_Problem to solve_
Filter the entries for lines with the word "rotate".
--- Material provided Enclosed Below ---
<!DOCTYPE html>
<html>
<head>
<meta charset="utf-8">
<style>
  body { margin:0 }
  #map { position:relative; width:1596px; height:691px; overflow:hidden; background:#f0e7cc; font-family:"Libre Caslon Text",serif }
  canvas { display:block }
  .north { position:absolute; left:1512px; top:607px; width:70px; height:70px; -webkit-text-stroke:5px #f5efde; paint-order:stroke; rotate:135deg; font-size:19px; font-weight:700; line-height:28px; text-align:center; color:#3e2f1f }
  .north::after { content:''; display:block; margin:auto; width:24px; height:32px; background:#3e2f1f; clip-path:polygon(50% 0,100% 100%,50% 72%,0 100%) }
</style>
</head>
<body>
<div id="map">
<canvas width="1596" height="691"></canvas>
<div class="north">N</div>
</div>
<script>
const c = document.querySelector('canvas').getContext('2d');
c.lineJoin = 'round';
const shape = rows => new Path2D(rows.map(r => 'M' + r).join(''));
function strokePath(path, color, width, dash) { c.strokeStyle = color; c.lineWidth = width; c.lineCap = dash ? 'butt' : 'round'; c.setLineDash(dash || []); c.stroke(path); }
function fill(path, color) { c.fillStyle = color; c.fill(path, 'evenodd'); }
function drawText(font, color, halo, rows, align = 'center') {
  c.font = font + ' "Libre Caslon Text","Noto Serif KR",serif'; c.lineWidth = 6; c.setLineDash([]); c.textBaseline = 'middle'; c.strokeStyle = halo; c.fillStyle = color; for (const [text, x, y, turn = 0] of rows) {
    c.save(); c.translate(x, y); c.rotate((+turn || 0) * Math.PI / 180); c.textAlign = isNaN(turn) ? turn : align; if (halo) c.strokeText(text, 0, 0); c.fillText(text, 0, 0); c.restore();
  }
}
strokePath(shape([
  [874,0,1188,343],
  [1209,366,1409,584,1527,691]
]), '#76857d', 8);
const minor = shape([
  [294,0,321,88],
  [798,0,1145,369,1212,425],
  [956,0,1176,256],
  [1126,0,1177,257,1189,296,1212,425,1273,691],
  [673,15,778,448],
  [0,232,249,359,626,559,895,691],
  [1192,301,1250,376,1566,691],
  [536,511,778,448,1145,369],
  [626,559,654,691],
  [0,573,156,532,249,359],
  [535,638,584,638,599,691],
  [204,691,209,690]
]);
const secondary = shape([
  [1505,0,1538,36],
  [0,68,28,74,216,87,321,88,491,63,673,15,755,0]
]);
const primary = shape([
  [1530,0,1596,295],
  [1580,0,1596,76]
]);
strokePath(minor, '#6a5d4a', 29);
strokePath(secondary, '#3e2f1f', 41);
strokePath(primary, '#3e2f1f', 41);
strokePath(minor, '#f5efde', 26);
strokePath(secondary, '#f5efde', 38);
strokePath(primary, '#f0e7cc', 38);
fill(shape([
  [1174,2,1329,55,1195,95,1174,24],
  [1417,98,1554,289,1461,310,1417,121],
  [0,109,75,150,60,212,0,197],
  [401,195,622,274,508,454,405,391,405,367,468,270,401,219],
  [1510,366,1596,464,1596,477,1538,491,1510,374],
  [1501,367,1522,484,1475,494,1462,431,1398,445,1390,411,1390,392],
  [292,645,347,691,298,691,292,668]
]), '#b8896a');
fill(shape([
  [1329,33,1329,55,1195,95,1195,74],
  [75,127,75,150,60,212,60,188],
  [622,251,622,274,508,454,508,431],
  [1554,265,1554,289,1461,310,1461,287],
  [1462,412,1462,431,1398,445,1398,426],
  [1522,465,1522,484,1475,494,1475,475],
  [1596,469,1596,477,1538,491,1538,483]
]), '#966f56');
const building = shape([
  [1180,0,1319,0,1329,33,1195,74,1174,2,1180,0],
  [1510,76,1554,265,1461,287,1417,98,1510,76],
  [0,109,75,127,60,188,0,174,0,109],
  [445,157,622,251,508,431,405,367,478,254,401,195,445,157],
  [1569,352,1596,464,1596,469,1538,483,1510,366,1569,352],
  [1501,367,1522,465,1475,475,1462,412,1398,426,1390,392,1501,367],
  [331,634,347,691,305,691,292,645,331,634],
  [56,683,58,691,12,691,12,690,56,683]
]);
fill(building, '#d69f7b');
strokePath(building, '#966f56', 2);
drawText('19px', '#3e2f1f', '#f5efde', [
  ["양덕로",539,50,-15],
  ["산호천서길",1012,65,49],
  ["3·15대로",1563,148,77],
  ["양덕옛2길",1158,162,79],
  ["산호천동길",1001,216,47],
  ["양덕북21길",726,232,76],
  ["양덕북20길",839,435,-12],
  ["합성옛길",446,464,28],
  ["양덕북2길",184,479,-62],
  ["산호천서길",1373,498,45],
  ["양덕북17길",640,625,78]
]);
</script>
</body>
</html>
--- End of Enclosed Material provided ---
--- Material provided Enclosed Below ---
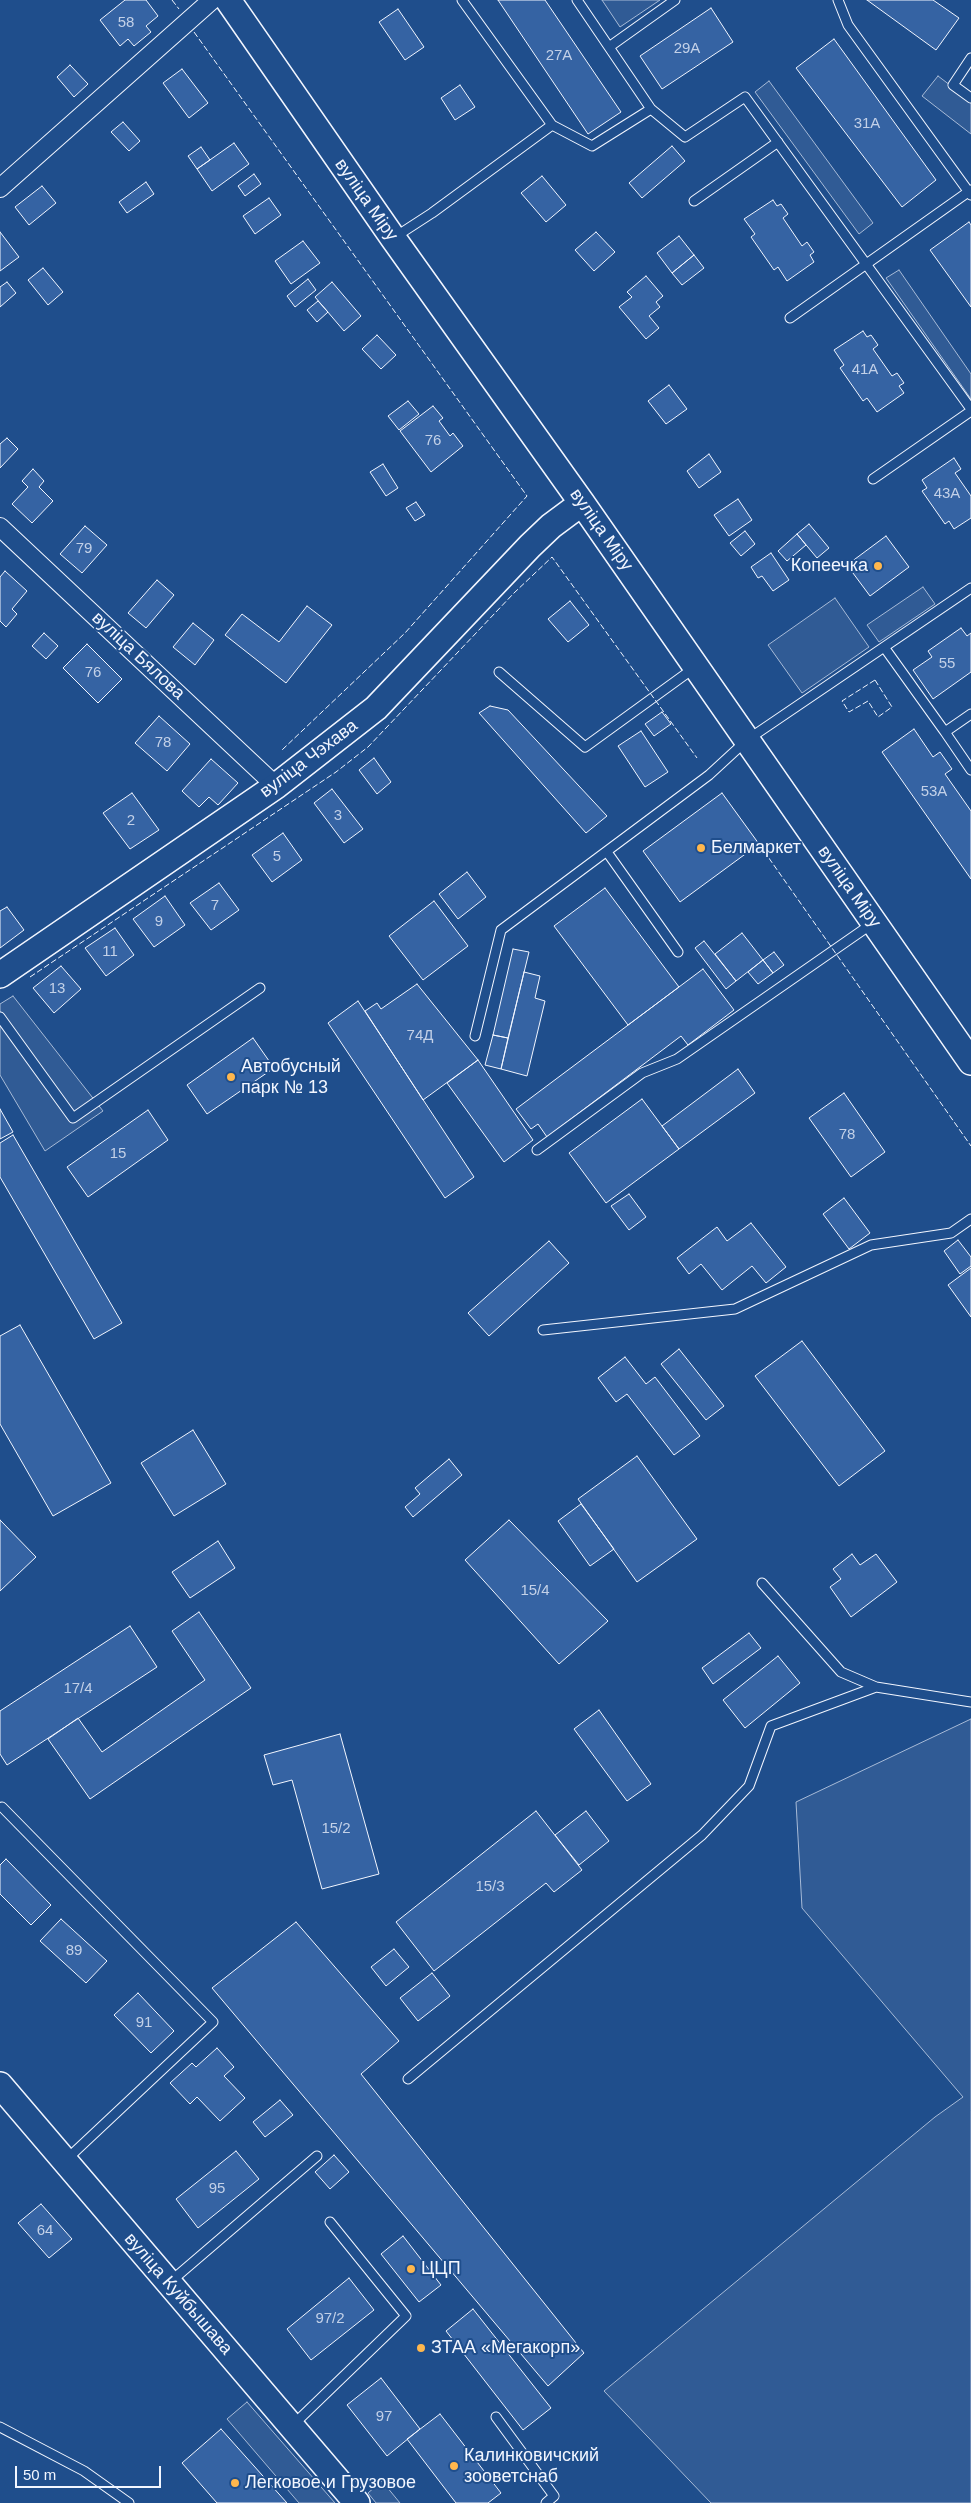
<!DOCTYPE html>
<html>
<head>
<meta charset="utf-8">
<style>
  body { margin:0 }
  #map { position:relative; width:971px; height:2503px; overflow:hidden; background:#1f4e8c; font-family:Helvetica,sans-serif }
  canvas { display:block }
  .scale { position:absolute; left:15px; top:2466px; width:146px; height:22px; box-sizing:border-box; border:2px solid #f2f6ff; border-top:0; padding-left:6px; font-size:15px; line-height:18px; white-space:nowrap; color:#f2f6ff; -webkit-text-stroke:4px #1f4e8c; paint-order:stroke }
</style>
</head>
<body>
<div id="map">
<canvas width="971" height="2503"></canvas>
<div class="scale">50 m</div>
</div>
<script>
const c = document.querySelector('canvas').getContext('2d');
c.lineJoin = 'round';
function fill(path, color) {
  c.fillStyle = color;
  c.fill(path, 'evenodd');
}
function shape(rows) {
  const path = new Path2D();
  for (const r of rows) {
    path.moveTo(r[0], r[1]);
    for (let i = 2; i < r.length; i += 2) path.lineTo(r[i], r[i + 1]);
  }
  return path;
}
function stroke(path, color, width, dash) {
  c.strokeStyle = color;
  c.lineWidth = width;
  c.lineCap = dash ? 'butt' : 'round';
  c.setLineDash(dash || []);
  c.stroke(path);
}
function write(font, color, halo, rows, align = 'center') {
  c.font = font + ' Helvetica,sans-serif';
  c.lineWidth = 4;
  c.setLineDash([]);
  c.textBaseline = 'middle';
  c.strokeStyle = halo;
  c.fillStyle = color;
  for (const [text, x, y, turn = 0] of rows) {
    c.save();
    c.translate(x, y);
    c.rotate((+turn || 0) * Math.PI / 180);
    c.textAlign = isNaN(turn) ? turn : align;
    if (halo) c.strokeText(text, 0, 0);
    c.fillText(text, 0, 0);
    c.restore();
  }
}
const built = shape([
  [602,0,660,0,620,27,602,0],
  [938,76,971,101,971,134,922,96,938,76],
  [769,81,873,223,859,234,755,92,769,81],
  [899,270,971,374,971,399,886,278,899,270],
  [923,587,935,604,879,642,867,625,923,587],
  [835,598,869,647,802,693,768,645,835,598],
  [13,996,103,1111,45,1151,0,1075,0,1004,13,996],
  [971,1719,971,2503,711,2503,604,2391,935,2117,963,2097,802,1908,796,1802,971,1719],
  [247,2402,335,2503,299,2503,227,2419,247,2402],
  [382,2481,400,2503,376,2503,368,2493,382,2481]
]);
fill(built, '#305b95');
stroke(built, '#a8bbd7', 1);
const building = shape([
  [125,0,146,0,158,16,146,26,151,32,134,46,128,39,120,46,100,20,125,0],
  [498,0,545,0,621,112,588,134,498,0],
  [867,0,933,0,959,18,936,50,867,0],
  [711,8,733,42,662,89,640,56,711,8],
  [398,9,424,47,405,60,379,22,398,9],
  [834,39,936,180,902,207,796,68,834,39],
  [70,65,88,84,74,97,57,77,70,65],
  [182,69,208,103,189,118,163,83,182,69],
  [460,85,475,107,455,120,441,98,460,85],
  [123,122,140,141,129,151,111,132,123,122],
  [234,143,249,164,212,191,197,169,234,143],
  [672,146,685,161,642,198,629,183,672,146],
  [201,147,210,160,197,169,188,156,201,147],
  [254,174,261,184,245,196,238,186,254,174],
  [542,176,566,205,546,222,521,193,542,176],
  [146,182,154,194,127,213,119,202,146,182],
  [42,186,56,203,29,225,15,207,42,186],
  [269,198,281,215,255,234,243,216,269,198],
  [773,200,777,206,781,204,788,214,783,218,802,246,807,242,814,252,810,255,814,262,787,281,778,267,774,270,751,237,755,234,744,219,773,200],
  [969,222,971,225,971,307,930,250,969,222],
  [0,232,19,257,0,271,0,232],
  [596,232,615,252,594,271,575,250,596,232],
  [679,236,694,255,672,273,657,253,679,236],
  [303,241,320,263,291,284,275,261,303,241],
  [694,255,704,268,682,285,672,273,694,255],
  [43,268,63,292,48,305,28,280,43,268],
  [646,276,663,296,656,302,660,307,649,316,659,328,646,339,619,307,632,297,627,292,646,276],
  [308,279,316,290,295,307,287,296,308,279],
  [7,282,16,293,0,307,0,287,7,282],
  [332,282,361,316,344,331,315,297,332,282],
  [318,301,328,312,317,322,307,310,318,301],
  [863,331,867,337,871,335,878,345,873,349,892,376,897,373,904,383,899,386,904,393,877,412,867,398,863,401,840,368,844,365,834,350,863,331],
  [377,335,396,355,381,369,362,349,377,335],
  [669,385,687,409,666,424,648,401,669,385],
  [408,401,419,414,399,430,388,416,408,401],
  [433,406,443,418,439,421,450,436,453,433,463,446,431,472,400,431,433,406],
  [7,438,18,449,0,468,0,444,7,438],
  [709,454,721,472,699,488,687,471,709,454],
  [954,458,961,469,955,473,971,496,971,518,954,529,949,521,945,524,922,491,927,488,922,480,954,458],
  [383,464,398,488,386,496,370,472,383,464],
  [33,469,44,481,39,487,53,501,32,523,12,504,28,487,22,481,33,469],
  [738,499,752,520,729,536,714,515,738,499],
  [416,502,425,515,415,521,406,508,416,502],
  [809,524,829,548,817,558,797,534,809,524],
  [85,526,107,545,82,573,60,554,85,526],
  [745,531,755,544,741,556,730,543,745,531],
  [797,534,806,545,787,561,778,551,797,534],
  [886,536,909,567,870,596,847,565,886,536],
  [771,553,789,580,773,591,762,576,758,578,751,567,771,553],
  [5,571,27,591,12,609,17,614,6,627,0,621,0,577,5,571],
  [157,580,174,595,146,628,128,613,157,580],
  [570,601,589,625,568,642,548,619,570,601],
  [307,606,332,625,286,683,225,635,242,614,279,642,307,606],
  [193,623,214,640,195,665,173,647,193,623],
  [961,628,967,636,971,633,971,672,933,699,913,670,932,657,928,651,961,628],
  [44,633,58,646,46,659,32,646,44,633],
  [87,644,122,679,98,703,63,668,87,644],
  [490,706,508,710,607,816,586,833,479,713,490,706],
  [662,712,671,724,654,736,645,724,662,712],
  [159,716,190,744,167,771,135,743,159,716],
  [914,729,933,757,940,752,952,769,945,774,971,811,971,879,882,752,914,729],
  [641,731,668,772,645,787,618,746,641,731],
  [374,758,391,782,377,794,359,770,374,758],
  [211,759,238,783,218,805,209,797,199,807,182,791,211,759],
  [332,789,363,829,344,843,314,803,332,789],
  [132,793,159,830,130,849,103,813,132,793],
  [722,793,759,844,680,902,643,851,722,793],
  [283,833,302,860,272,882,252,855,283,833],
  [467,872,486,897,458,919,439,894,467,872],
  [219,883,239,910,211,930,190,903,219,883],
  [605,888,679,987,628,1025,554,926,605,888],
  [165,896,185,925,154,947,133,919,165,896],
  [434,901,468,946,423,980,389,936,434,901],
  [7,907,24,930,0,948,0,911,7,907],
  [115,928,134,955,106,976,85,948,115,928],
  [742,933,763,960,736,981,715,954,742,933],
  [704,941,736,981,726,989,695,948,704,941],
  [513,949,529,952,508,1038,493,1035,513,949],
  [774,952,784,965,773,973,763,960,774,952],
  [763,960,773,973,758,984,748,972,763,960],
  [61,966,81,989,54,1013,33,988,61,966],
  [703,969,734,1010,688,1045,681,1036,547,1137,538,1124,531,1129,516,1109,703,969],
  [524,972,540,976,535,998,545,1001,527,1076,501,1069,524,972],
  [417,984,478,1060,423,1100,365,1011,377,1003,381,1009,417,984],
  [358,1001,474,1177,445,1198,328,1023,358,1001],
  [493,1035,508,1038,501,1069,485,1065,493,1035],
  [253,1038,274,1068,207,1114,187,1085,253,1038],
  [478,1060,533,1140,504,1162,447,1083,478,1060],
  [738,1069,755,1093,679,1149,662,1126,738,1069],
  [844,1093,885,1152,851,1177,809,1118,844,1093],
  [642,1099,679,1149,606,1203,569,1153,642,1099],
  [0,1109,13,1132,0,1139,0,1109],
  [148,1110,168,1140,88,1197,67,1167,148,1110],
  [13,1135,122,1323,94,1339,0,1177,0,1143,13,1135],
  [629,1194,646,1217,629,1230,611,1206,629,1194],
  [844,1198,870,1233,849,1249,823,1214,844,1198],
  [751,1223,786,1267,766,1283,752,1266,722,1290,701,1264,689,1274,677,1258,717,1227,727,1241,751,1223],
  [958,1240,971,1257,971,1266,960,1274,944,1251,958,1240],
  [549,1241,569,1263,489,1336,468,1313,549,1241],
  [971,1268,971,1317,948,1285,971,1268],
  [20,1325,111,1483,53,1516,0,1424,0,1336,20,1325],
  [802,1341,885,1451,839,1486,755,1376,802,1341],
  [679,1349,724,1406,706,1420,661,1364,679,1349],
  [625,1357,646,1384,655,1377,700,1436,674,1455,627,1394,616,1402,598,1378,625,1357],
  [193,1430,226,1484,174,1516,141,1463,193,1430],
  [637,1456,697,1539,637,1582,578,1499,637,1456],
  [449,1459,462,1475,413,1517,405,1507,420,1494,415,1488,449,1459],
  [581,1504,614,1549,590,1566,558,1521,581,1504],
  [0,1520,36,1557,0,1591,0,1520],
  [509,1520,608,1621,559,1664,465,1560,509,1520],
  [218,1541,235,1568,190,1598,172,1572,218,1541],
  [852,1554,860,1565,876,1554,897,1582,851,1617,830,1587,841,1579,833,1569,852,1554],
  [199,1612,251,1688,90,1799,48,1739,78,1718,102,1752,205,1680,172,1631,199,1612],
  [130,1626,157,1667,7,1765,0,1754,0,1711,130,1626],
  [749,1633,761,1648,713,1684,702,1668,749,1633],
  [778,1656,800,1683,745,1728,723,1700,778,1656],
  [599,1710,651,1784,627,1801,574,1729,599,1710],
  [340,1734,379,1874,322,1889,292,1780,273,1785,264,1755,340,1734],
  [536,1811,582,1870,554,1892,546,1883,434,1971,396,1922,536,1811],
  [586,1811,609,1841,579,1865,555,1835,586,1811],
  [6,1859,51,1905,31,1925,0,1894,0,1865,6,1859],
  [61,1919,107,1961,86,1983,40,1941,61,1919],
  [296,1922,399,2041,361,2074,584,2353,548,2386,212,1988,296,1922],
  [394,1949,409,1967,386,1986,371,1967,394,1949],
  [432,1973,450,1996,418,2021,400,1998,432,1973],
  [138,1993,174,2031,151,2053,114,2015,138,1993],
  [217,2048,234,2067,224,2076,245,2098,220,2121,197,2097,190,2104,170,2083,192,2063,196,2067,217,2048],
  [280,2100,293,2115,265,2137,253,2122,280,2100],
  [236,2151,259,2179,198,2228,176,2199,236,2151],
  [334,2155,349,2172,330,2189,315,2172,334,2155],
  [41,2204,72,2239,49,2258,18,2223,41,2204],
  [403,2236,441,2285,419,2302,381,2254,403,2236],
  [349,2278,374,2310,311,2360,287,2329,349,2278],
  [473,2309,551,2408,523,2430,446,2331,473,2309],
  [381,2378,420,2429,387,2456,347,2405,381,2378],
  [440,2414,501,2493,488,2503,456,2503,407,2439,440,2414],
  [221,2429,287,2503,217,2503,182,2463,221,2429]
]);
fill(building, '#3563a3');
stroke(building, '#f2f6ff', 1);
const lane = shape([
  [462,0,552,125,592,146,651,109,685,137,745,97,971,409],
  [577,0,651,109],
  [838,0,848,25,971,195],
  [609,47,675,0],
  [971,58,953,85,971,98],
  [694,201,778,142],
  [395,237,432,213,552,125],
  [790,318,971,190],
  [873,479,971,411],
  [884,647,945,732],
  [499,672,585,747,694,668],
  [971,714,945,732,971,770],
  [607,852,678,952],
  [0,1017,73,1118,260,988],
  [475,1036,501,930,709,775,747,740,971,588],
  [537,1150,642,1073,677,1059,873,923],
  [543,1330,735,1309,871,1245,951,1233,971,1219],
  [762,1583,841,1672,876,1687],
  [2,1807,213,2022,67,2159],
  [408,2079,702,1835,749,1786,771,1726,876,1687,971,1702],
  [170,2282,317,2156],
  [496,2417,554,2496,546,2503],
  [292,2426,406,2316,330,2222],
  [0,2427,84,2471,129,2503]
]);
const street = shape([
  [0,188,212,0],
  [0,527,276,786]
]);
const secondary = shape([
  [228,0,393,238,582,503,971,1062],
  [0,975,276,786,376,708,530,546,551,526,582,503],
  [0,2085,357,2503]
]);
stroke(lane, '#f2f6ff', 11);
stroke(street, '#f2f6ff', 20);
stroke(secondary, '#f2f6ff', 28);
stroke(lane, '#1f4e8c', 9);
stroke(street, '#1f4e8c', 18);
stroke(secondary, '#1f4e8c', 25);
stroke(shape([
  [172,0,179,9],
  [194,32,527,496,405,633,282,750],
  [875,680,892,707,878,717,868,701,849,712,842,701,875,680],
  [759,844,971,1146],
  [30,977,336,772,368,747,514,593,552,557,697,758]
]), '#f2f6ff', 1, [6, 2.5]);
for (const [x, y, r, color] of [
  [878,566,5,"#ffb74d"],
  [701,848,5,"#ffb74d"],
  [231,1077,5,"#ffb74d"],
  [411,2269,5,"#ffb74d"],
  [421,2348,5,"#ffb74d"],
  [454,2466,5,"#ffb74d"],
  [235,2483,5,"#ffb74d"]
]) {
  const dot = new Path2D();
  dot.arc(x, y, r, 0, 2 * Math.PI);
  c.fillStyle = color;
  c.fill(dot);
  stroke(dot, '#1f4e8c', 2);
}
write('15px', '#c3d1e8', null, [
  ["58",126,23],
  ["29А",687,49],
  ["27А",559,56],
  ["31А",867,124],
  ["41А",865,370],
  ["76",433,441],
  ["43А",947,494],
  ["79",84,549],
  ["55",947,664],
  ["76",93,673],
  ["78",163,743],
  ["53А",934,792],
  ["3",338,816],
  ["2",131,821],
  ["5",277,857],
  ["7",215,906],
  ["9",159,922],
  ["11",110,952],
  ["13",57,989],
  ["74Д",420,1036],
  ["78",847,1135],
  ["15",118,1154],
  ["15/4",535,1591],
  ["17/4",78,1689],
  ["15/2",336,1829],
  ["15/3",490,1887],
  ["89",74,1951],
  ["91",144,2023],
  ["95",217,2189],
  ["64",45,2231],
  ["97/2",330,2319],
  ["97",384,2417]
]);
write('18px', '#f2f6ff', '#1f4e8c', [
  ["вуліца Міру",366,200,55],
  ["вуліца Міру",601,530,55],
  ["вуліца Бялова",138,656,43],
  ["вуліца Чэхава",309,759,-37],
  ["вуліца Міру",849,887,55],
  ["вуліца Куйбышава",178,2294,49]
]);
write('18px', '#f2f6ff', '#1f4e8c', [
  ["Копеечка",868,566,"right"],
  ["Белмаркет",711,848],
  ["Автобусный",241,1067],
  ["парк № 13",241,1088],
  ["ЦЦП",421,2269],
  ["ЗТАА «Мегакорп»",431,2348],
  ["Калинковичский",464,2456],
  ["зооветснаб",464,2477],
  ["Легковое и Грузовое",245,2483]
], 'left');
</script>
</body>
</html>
--- End of Enclosed Material provided ---
_Result_
  .north { position:absolute; left:1512px; top:607px; width:70px; height:70px; -webkit-text-stroke:5px #f5efde; paint-order:stroke; rotate:135deg; font-size:19px; font-weight:700; line-height:28px; text-align:center; color:#3e2f1f }
    c.save(); c.translate(x, y); c.rotate((+turn || 0) * Math.PI / 180); c.textAlign = isNaN(turn) ? turn : align; if (halo) c.strokeText(text, 0, 0); c.fillText(text, 0, 0); c.restore();
    c.rotate((+turn || 0) * Math.PI / 180);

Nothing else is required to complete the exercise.